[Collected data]

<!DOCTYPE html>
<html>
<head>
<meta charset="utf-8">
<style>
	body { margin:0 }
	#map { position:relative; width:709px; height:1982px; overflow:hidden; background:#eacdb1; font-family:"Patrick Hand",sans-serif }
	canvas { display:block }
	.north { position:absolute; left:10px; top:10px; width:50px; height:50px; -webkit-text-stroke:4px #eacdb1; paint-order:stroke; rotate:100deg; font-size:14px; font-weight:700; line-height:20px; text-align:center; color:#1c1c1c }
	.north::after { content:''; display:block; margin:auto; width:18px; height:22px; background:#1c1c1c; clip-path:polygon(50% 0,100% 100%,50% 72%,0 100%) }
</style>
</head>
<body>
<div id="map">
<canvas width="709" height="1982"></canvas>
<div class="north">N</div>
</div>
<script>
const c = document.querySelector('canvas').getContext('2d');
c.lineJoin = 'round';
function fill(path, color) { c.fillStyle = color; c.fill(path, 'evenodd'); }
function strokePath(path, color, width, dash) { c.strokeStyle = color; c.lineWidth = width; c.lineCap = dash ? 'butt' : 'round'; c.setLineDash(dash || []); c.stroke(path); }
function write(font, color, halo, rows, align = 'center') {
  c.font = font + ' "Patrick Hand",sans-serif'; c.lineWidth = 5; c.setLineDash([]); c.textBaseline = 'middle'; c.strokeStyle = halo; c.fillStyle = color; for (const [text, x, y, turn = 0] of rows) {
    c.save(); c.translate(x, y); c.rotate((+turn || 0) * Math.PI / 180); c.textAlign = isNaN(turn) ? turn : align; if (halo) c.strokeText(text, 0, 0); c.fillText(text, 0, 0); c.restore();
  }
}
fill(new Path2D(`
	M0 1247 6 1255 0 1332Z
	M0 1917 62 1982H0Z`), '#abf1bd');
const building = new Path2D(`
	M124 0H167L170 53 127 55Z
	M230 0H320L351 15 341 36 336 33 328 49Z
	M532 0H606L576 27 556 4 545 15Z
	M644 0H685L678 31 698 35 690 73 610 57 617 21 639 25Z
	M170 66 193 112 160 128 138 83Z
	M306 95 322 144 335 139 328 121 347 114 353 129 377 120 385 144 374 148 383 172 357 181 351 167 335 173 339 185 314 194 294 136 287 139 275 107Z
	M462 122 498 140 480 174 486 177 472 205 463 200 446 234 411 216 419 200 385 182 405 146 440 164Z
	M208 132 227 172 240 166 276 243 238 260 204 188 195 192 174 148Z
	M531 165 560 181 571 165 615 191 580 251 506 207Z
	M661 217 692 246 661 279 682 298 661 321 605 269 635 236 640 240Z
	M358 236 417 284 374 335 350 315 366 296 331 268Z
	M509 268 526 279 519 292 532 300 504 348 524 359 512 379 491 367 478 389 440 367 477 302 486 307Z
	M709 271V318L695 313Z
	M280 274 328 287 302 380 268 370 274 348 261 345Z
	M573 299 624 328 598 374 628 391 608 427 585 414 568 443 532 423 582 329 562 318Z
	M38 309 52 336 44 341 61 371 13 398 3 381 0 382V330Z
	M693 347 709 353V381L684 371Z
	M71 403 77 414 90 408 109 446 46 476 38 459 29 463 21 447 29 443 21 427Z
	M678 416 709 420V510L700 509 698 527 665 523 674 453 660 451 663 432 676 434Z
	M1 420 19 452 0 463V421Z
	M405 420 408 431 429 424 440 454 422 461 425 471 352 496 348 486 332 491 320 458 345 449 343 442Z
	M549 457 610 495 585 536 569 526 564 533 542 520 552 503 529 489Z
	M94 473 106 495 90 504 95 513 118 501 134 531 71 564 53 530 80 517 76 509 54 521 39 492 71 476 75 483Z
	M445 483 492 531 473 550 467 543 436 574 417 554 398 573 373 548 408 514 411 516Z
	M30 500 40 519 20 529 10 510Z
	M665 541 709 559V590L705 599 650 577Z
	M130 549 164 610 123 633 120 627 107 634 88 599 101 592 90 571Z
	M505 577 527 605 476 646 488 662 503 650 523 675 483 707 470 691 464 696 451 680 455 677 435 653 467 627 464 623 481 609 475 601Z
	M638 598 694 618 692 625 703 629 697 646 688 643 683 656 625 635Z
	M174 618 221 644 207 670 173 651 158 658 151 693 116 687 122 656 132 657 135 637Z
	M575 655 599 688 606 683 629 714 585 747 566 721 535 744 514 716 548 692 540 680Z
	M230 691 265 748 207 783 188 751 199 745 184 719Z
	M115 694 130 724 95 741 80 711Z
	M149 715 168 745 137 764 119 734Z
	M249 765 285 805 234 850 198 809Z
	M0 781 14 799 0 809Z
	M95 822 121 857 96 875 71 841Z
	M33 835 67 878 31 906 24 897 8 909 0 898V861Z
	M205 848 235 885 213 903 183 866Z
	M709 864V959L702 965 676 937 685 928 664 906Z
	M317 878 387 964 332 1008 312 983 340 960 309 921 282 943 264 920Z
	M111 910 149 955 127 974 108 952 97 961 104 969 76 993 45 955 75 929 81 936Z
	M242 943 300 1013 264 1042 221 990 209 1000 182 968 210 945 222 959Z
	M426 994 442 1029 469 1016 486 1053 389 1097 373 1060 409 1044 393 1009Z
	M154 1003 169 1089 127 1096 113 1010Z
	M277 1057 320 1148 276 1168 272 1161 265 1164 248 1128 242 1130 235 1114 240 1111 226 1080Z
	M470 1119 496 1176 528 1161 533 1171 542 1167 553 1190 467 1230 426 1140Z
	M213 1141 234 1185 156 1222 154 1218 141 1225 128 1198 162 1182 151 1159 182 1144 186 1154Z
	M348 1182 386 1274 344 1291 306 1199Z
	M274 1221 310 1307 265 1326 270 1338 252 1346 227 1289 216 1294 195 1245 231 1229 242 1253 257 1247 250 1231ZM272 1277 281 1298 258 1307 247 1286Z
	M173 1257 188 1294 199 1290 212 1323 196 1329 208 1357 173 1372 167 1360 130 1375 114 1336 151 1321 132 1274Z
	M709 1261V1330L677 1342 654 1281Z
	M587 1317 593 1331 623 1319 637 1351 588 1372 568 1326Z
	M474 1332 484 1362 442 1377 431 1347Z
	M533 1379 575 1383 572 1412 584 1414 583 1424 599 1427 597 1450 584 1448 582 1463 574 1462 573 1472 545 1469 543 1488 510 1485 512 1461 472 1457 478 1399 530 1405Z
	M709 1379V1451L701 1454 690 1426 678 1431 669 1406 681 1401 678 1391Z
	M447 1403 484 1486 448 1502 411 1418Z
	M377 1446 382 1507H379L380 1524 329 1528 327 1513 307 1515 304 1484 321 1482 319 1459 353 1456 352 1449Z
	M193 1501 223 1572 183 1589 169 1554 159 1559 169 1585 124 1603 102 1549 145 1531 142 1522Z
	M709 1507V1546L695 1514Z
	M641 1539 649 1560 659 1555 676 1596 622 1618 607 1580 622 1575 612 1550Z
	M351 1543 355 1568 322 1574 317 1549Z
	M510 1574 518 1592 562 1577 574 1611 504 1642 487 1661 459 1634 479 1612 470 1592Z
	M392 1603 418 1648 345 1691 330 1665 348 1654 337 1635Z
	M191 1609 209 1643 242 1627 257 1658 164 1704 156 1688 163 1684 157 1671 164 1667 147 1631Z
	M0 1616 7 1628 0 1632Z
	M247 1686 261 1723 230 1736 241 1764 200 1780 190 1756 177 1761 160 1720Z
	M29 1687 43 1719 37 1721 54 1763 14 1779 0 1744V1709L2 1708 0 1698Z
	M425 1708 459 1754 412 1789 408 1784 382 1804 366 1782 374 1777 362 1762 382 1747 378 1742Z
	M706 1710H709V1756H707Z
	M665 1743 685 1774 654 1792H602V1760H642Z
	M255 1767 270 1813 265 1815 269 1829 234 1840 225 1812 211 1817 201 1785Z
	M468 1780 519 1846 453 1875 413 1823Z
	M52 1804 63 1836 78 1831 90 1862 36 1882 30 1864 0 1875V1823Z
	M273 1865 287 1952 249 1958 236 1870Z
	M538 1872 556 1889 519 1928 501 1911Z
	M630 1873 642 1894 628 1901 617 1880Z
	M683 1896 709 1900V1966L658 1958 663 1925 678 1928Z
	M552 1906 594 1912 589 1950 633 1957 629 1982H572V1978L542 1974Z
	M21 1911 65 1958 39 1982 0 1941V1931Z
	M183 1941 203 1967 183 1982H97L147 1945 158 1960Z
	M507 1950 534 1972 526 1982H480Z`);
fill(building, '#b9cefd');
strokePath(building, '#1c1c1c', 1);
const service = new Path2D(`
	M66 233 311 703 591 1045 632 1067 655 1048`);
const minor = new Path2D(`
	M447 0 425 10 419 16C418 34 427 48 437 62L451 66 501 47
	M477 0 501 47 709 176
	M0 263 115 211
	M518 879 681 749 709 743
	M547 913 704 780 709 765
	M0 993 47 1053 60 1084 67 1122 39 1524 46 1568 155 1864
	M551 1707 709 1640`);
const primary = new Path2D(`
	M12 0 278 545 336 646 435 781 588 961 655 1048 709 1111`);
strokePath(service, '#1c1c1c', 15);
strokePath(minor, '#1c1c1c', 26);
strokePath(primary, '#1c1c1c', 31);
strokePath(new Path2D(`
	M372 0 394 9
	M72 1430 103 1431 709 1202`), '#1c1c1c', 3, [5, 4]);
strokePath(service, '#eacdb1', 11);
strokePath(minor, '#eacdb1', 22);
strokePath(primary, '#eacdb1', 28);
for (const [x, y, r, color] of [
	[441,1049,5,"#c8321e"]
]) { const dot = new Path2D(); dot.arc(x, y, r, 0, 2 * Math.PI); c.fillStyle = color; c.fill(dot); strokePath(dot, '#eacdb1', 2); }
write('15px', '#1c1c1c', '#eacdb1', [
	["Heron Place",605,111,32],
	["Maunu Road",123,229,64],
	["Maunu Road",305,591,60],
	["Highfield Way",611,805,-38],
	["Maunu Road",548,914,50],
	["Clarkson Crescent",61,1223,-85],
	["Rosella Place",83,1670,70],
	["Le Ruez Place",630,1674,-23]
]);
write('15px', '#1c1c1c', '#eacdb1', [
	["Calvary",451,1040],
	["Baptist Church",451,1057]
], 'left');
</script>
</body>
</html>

EXERCISE DIRECTIONS: From the first line of the data above to the line holding "position:absolute; left:10px; top:10px;", reproduce each line exactly; emit no other lines.

YOUR SOLUTION:
<!DOCTYPE html>
<html>
<head>
<meta charset="utf-8">
<style>
	body { margin:0 }
	#map { position:relative; width:709px; height:1982px; overflow:hidden; background:#eacdb1; font-family:"Patrick Hand",sans-serif }
	canvas { display:block }
	.north { position:absolute; left:10px; top:10px; width:50px; height:50px; -webkit-text-stroke:4px #eacdb1; paint-order:stroke; rotate:100deg; font-size:14px; font-weight:700; line-height:20px; text-align:center; color:#1c1c1c }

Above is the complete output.